How to dump many floats in binary format so that OCaml can read them in later

UnixJunkie · June 8, 2022, 1:15pm

I need to write out to disk many floats from a Python script (but that could also be from a C program).
Later, I would like to read them as 32bit floats in OCaml.
What is the format I should use?
I want to use 32bit floats, because 64bit floats would be two times more data.
I guess 32 bits precision is way enough for what I am doing.

UnixJunkie · June 8, 2022, 1:20pm

I guess some people at Jane Street might know that.

nojb · June 8, 2022, 1:57pm

You can use Int32.float_of_bits to read a single-precision IEEE 754 float into OCaml.

Cheers,
Nicolas

mro · June 8, 2022, 8:42pm

somehow I think of mmap, bigarray, cstruct.

UnixJunkie · September 26, 2022, 8:01am

Nice, so for integers, I should be using: Stdlib.output_binary_int and input_binary_int.
And for 32b floats, the extra step of: Int32.float_of_bits / bits_of_float.
I.e. we can read/write int32 and float32 from/to disk.
I will benchmark if this is faster than using Marshal.

For 64b floats, I see Int64.float_of_bits, but I don’t know if there is a function to write those 64 bits
to disk first. So I guess I will have to combine bit shifting with Stdlib.output_binary_int and input_binary_int.

pukkamustard · September 27, 2022, 8:15am

Maybe something like CBOR would work for you? It’s a standardized binary serialization format that has a dedicated datatype for 32bit floats and there are implementations for OCaml and Python (and many other languages).

Shameless plug: I am the author of a CBOR implementation for OCaml: opam - cborl

xavierleroy · September 27, 2022, 5:07pm

No. These functions operate on the low 32 bits of values of type int, meaning that on 32-bit platforms you’ll lose some bits.

For reliable encoding/decoding of 32 and 64-bit integers, please use Bytes.{get,set}_int{32,64}_{le,be,ne}, which also let you control the endianness you want to use.

c-cube · September 27, 2022, 5:30pm

I think you should try hard to use an existing format, perhaps even library. There seems to be npy to read numpy data, by the way.

struktured · September 27, 2022, 6:53pm

This might be too heavy handed for you but hdf5 is a decent choice for serializing and loading back up large numerical datasets, especially if your data is shaped like a typical dataframe.

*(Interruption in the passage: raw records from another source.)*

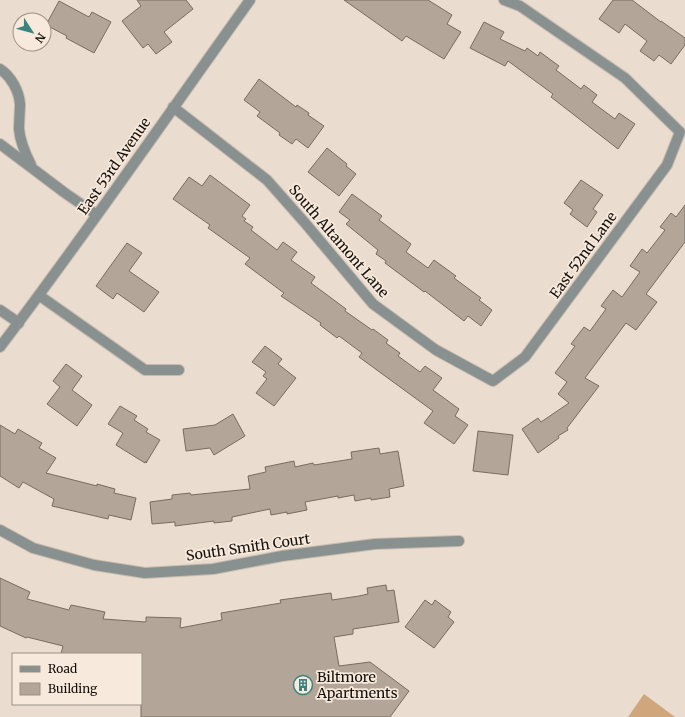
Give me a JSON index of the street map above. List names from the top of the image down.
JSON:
{
  "streets": {
    "street": [
      "East 53rd Avenue",
      "South Altamont Lane",
      "East 52nd Lane",
      "South Smith Court"
    ]
  },
  "crossings": [
    ["East 53rd Avenue", "South Altamont Lane"],
    ["South Altamont Lane", "East 52nd Lane"]
  ],
  "places": {
    "building": ["Biltmore Apartments"]
  },
  "legend": ["Road", "Building"],
  "north": "bottom right"
}
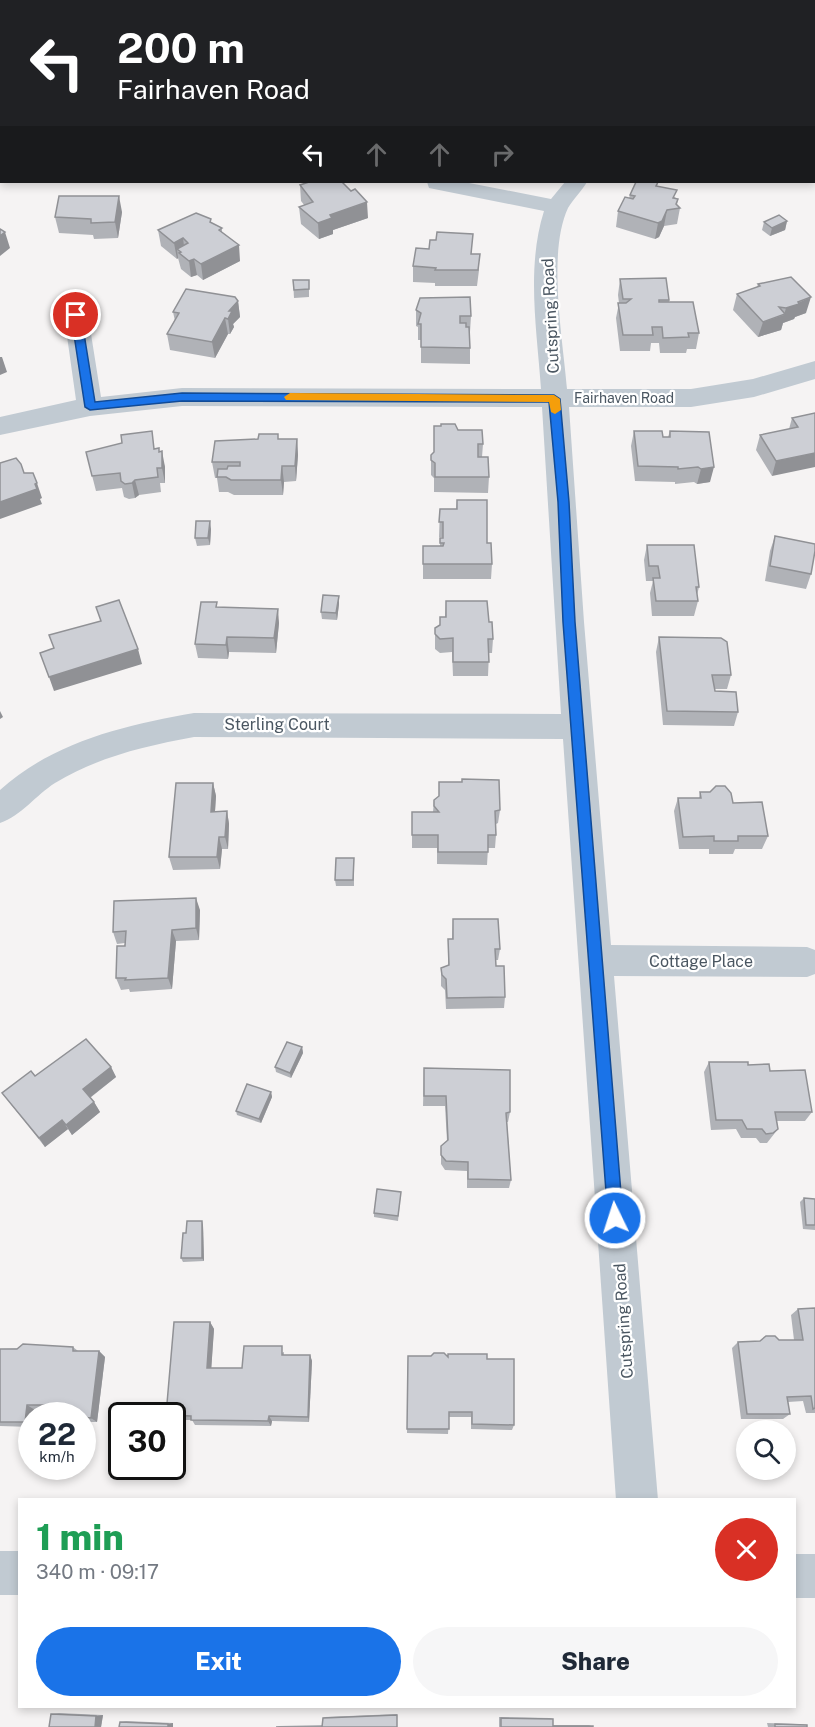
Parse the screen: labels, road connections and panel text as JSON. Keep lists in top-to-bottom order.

It has a proven track record as it is often used by the scientific computing community and the finance industry as well. They like the fact that it’s high performance, standardized, and supports hierarchies and thus multiple datasets within one file. You can also memory map to it or use filters and chunking to avoid loading the entire file.

The biggest negative: there is only a complex C library implementation of it which is inevitably wrapped to other languages, including ocaml.

UnixJunkie · September 30, 2022, 8:47am

Ok, so in the end I ended up doing everything in OCaml; I use Int32 and Float32 in two Bigarrays.
My hand-written (de)serializer generates smaller files (75% of Marshal ones).
However, Marshal is faster at reading and writing (plus I don’t need to maintain more code).
So, I’ll stick with bigarrays, 32bits numbers and Marshal.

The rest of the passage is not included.